His assertion is that by doing so, a person becomes more aware of different approaches to a situation that may be helpful. To do this process effectively is incredibly difficult. When I try it myself I often find myself getting carried away with my own passionate belief in my own way of doing things and I become distracted from the point of view and experience of the other person.

To keep their own reality alive, side by side with mine is a challenge indeed, but if successfully done, very rewarding and can actually be an antidote to conflict and generate surprisingly creative outcomes that could not have been anticipated before the process was conducted.
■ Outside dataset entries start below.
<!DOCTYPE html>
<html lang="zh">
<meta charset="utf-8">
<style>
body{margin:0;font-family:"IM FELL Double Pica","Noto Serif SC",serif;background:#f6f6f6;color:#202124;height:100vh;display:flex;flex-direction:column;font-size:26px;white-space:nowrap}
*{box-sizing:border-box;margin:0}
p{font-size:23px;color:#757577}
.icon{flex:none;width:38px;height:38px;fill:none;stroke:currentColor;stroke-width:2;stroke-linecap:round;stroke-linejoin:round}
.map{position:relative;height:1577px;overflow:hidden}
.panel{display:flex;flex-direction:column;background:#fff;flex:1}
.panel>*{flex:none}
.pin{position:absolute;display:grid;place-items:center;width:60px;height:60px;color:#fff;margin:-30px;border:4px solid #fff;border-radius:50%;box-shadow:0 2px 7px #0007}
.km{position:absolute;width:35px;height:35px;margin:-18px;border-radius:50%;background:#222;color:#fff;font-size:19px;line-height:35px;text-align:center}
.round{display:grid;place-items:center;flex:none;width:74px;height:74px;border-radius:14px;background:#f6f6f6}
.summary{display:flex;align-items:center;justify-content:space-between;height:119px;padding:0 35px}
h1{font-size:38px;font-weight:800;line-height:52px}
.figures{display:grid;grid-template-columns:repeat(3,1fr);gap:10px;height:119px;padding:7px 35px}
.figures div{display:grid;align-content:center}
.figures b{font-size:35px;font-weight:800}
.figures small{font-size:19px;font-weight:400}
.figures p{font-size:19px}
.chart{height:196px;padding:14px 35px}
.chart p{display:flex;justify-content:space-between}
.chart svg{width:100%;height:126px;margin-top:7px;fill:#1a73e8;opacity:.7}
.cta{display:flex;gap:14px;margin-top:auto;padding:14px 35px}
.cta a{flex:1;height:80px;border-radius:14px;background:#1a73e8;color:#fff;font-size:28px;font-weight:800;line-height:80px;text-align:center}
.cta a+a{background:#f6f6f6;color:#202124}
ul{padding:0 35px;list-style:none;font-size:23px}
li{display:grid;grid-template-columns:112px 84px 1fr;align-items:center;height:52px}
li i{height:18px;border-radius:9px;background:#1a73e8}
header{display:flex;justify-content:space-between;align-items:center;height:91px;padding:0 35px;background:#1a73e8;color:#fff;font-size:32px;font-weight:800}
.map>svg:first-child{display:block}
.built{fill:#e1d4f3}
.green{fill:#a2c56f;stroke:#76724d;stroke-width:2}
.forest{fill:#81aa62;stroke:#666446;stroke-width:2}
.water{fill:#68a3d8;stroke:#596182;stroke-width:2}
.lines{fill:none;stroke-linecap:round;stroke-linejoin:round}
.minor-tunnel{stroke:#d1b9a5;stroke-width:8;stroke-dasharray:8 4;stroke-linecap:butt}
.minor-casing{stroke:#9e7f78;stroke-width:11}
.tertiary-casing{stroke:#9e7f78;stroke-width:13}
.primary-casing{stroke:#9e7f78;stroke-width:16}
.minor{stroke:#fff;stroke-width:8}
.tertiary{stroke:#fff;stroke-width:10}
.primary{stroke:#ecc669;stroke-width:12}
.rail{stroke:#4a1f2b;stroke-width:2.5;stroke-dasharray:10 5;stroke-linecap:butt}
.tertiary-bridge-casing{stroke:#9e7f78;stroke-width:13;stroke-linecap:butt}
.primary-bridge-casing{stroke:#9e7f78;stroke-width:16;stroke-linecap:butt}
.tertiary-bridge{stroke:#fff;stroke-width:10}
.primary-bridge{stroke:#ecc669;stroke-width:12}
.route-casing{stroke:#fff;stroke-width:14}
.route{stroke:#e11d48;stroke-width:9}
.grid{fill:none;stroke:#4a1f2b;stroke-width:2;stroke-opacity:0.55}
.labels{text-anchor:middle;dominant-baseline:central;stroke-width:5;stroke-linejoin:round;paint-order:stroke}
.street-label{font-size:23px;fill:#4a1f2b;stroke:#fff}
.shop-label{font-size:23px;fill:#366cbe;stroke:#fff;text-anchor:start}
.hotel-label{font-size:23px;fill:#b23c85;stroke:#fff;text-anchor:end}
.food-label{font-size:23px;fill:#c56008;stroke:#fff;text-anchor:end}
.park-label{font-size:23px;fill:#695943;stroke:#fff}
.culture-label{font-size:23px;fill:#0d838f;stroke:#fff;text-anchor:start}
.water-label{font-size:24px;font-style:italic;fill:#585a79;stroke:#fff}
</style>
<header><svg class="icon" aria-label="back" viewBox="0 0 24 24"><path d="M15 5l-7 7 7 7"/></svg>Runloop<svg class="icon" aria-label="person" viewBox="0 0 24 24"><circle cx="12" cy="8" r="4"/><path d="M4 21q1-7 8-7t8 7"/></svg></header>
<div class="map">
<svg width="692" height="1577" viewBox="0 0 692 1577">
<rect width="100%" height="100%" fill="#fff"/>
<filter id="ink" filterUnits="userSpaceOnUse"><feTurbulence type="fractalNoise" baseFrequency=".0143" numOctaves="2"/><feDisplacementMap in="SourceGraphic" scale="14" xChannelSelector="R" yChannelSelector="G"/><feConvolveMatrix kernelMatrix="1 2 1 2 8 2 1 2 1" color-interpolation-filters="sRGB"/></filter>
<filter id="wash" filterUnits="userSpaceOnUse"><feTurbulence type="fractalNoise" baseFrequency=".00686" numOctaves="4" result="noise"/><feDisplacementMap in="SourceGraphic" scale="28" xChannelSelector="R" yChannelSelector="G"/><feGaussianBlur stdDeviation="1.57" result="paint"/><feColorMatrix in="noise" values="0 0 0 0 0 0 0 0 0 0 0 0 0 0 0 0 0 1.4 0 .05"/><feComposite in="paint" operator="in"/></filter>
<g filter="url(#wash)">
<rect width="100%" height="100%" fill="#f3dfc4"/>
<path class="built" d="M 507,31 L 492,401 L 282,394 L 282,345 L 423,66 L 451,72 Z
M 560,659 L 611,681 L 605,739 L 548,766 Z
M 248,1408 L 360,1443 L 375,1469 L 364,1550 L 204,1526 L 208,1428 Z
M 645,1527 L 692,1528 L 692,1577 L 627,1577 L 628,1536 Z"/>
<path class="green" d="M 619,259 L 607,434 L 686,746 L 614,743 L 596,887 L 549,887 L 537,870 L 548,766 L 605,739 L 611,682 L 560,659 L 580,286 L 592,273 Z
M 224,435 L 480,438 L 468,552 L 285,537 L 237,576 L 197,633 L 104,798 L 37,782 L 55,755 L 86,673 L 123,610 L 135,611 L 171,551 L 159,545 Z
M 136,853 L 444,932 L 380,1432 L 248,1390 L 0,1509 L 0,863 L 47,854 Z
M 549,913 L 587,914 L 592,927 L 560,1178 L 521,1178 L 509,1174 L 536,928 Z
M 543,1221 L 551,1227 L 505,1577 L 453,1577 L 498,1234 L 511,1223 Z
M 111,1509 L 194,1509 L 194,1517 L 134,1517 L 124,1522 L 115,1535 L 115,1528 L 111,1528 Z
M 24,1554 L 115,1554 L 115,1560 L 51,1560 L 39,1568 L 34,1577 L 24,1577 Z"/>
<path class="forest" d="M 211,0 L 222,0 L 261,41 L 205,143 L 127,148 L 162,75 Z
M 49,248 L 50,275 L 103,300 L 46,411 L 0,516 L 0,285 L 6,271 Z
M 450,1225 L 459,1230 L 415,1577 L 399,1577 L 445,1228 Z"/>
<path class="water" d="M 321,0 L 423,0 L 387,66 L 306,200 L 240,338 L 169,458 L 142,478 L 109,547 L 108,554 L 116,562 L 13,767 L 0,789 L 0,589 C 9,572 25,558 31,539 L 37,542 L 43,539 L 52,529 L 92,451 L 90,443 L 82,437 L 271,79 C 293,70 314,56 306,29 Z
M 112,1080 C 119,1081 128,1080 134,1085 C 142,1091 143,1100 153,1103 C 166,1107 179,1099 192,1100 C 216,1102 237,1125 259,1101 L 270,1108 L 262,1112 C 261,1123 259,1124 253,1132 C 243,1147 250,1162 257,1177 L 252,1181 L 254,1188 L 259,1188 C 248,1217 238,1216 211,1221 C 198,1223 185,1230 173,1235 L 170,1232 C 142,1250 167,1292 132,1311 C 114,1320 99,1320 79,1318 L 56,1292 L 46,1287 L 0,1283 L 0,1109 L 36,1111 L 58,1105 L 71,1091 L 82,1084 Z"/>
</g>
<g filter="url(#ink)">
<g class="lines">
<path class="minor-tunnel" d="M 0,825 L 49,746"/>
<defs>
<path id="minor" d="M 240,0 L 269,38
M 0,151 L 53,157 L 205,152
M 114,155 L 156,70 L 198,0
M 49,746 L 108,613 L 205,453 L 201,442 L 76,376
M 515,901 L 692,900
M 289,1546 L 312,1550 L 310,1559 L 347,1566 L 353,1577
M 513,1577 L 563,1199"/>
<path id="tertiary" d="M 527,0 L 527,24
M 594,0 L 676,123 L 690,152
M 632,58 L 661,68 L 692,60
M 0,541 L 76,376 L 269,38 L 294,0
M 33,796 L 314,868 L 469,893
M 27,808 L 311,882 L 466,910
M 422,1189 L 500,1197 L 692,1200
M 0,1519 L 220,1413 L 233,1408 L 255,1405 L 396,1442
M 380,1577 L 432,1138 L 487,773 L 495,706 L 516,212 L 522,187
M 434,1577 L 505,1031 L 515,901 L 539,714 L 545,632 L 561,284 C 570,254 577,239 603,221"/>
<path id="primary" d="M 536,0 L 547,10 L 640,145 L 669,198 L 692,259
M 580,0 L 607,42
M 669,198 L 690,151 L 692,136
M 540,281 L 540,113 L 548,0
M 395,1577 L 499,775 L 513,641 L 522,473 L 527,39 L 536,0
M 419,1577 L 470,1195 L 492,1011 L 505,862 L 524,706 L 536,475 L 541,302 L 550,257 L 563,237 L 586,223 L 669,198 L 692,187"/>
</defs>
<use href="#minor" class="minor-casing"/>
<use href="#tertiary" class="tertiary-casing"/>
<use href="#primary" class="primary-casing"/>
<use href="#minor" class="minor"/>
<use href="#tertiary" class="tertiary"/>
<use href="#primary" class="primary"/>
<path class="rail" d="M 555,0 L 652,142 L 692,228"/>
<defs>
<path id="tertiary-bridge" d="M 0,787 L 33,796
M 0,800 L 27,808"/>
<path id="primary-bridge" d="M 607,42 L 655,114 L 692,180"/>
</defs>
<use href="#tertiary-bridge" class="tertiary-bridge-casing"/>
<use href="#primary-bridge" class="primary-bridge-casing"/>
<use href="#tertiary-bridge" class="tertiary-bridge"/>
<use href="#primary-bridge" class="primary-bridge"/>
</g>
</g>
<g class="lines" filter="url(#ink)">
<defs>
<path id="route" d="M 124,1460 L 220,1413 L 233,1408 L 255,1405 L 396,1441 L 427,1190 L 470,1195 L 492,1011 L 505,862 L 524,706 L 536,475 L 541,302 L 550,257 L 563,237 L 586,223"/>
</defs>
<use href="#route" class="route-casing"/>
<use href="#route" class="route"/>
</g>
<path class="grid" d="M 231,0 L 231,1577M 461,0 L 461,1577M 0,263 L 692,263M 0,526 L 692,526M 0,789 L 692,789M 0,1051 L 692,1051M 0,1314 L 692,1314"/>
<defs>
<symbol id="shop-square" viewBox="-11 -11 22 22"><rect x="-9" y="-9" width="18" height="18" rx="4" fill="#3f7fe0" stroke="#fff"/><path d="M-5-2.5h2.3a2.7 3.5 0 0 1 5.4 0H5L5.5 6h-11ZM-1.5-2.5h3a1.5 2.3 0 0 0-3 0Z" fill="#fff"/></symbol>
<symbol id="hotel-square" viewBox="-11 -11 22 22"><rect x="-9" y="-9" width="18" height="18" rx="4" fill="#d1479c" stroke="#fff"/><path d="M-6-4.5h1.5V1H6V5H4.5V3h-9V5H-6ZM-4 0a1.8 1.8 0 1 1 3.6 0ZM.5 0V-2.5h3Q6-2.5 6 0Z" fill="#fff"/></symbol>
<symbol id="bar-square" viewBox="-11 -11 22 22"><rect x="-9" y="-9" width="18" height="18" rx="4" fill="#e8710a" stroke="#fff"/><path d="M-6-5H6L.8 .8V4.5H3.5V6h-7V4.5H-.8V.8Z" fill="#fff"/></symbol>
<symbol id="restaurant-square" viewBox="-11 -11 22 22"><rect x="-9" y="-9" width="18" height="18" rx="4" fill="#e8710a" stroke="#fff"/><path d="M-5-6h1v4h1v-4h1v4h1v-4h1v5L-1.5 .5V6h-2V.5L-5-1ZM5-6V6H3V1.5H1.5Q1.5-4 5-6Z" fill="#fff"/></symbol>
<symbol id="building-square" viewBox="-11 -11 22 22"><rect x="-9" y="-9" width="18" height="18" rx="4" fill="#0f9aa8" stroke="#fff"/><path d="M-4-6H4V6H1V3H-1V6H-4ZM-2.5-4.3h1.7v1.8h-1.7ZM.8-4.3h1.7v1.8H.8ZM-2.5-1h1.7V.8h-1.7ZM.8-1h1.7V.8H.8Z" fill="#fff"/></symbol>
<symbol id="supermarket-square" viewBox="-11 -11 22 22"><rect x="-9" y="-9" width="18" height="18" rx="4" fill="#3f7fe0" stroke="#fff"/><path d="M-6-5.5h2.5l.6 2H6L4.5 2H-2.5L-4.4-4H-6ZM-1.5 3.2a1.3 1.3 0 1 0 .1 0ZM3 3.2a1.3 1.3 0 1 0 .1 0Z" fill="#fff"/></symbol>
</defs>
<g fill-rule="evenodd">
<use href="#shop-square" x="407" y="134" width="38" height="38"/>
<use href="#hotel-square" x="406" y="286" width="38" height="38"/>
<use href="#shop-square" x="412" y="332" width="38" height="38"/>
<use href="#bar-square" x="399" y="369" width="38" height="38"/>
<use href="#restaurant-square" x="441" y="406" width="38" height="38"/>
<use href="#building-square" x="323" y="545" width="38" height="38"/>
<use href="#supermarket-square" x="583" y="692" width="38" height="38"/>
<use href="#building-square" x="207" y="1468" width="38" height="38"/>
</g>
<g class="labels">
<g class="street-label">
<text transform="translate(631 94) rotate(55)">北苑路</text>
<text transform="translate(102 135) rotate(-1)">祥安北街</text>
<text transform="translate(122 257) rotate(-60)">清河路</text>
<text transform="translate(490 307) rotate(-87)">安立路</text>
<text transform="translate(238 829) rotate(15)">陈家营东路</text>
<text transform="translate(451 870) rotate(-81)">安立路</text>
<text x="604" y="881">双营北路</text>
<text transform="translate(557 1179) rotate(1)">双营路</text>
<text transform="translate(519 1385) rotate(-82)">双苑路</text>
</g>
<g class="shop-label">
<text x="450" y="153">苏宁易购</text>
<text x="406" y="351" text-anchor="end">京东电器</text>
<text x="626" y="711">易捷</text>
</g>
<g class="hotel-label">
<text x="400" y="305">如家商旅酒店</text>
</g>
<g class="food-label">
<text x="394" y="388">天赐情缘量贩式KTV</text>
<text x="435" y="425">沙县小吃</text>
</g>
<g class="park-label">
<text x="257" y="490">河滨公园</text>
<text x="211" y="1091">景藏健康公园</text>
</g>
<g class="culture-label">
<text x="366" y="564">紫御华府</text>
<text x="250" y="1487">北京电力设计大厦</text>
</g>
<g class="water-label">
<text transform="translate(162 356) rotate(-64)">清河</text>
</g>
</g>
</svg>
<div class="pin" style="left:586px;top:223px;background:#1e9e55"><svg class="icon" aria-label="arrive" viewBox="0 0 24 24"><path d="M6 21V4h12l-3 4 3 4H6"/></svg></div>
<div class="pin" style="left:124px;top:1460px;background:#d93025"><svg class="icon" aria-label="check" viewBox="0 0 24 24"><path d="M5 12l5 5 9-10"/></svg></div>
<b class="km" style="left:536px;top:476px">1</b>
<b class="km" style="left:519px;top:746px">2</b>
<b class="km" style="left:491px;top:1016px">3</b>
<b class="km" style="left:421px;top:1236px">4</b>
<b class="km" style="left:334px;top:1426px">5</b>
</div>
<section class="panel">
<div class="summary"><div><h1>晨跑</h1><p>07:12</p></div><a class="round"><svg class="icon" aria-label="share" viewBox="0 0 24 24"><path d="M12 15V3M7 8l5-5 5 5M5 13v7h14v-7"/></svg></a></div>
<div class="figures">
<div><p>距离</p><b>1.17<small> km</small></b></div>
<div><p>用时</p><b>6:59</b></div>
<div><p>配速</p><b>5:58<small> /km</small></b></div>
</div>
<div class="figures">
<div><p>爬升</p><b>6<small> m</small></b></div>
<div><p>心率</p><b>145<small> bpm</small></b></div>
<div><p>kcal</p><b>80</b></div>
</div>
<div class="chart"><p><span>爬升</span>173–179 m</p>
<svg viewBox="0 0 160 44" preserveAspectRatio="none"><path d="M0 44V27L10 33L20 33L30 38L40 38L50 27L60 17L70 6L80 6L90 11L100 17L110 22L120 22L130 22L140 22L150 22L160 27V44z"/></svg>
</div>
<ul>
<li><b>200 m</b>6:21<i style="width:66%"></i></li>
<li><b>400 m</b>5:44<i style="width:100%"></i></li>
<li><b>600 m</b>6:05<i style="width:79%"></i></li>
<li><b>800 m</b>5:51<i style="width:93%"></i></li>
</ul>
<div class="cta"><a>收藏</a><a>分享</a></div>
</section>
(Interestingly a blogger has come up with an interesting technique to separate negative thoughts from behaviours by deliberately lying to himself, but seeing through the self trickery- a "counter" believing game.
How strange we are!)

Narrative therapist Michael White created a listening exercise in the 1980s which had similar elements and he devised a way of listening to another person's experience with the sole purpose of empathising. This was designed predominantly for men who used abusive practices, without falling into the traps of blaming, trivialising, reassuring, rationalising or problem solving when their partner's were describing their experience. I think we could all benefit from the exercise though. It's one of the most powerful tools when you use it.. to be heard in this way is so unusual for people that they can be blown away by the experience.

He encouraged the almost exclusive use of "tell me more about that" and "is there anything else you want to say about that?". How hard would this be when you want to explain, rationalise, interpret, solve, show you care, and so on? Enough for now...

Oh, about my beliefs above.. I will elaborate later.. so much to say, so little time!